Persoalan perempuan yang telah ditinggalkan suaminya karena ditalak atau ditinggal mati pada saat akan mengerjakan ibadah haji bisa diselaraskan dengan Firman Allah SWT, “Janganlah kamu keluarkan mereka dari rumahnya dan janganlah (diizinkan) keluar kecuali jika mereka mengerjakan perbuatan keji yang jelas.” (QS. Al-Thalaq: 1).

Kalangan fukaha sendiri berbeda pendapat perihal boleh dan tidaknya seorang perempuan yang sedang menjalani masa iddah itu keluar dari rumah untuk mengerjakan haji fardhu.

Persamaannya, pendapat ulama bersepakat tentang tidak diperbolehkannya perempuan yang sedang menjalani masa iddah karena ditalak raj’i (talak yang memungkinkan untuk rujuk kembali) atau ditinggal mati oleh suaminya. Mereka ini tidak boleh keluar rumah untuk pergi mengerjakan ibadah haji, baik ditemani oleh salah satu mahramnya maupun tidak.

Pendapat tersebut didasarkan pada ayat di atas yang berbunyi, “Janganlah kamu keluarkan mereka dari rumahnya.”

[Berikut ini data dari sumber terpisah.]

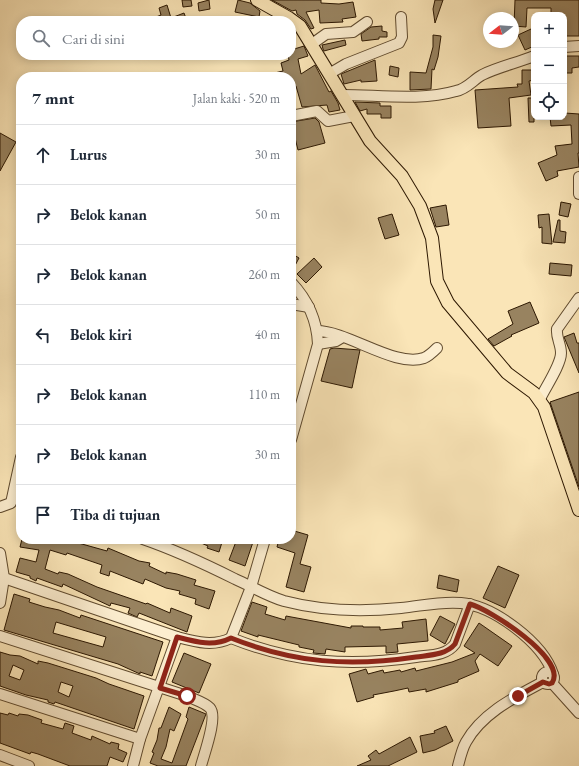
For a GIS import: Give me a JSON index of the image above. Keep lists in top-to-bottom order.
{
  "north": "left",
  "page": {
    "map_buttons": ["+", "−"],
    "search": "Cari di sini",
    "heading": ["7 mnt", "Jalan kaki · 520 m"],
    "list": [
      ["Lurus", "30 m"],
      ["Belok kanan", "50 m"],
      ["Belok kanan", "260 m"],
      ["Belok kiri", "40 m"],
      ["Belok kanan", "110 m"],
      ["Belok kanan", "30 m"],
      "Tiba di tujuan"
    ]
  }
}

Dalil lainnya ialah sebuah riwayat tentang Umar bin Khathab RA yang menyuruh seorang perempuan yang ditinggal mati oleh suaminya agar kembali pulang ketika baru sampai di Dzilhulayfah dalam perjalanannya ke Makkah untuk berhaji. Ibnu Mas’ud berkata, “Khalifah Umar menyuruhnya kembali pulang ketika baru sampai di Najaf.”

Dua dalil ini menunjukkan bahwa perempuan yang tengah menjalani masa iddah dilarang keluar rumah sekalipun unruk mengerjakan haji fardhu. Masa iddah tetap harus dilewati, sementara ibadah haji bisa dilakukan pada tahun berikutnya.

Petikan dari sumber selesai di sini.